_What to work on_. Every record must be copied exactly. Leave nothing out.

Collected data
···

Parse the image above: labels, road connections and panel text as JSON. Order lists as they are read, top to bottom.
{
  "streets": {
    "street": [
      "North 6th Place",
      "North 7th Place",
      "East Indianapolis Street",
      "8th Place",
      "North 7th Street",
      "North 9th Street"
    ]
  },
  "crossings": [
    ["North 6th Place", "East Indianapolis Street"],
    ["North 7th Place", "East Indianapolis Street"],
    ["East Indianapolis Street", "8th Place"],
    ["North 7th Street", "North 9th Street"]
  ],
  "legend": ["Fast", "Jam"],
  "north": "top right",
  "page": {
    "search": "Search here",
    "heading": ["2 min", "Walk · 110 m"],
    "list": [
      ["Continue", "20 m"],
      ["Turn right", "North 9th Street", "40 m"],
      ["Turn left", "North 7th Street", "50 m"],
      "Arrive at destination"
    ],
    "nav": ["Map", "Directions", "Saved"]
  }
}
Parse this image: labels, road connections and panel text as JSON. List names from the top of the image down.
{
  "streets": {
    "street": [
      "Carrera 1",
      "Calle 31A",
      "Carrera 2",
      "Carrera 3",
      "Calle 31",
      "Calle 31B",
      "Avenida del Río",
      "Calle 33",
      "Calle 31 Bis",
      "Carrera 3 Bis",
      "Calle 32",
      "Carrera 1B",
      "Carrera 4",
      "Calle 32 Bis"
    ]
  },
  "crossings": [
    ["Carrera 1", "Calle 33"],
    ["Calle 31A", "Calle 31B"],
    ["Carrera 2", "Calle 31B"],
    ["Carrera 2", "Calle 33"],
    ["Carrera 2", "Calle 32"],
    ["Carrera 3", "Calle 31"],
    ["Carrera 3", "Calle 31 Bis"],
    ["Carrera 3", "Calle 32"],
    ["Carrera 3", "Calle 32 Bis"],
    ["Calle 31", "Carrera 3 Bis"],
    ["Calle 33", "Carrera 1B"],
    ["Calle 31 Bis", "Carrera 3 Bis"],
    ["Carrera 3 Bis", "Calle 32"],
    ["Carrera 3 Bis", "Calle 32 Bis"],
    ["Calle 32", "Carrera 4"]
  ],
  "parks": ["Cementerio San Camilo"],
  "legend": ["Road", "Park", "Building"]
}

···

_Solution to this exercise_.
Parse the image above: labels, road connections and panel text as JSON. Order lists as they are read, top to bottom.
{
  "streets": {
    "street": [
      "North 6th Place",
      "North 7th Place",
      "East Indianapolis Street",
      "8th Place",
      "North 7th Street",
      "North 9th Street"
    ]
  },
  "crossings": [
    ["North 6th Place", "East Indianapolis Street"],
    ["North 7th Place", "East Indianapolis Street"],
    ["East Indianapolis Street", "8th Place"],
    ["North 7th Street", "North 9th Street"]
  ],
  "legend": ["Fast", "Jam"],
  "north": "top right",
  "page": {
    "search": "Search here",
    "heading": ["2 min", "Walk · 110 m"],
    "list": [
      ["Continue", "20 m"],
      ["Turn right", "North 9th Street", "40 m"],
      ["Turn left", "North 7th Street", "50 m"],
      "Arrive at destination"
    ],
    "nav": ["Map", "Directions", "Saved"]
  }
}
Parse this image: labels, road connections and panel text as JSON. List names from the top of the image down.
{
  "streets": {
    "street": [
      "Carrera 1",
      "Calle 31A",
      "Carrera 2",
      "Carrera 3",
      "Calle 31",
      "Calle 31B",
      "Avenida del Río",
      "Calle 33",
      "Calle 31 Bis",
      "Carrera 3 Bis",
      "Calle 32",
      "Carrera 1B",
      "Carrera 4",
      "Calle 32 Bis"
    ]
  },
  "crossings": [
    ["Carrera 1", "Calle 33"],
    ["Calle 31A", "Calle 31B"],
    ["Carrera 2", "Calle 31B"],
    ["Carrera 2", "Calle 33"],
    ["Carrera 2", "Calle 32"],
    ["Carrera 3", "Calle 31"],
    ["Carrera 3", "Calle 31 Bis"],
    ["Carrera 3", "Calle 32"],
    ["Carrera 3", "Calle 32 Bis"],
    ["Calle 31", "Carrera 3 Bis"],
    ["Calle 33", "Carrera 1B"],
    ["Calle 31 Bis", "Carrera 3 Bis"],
    ["Carrera 3 Bis", "Calle 32"],
    ["Carrera 3 Bis", "Calle 32 Bis"],
    ["Calle 32", "Carrera 4"]
  ],
  "parks": ["Cementerio San Camilo"],
  "legend": ["Road", "Park", "Building"]
}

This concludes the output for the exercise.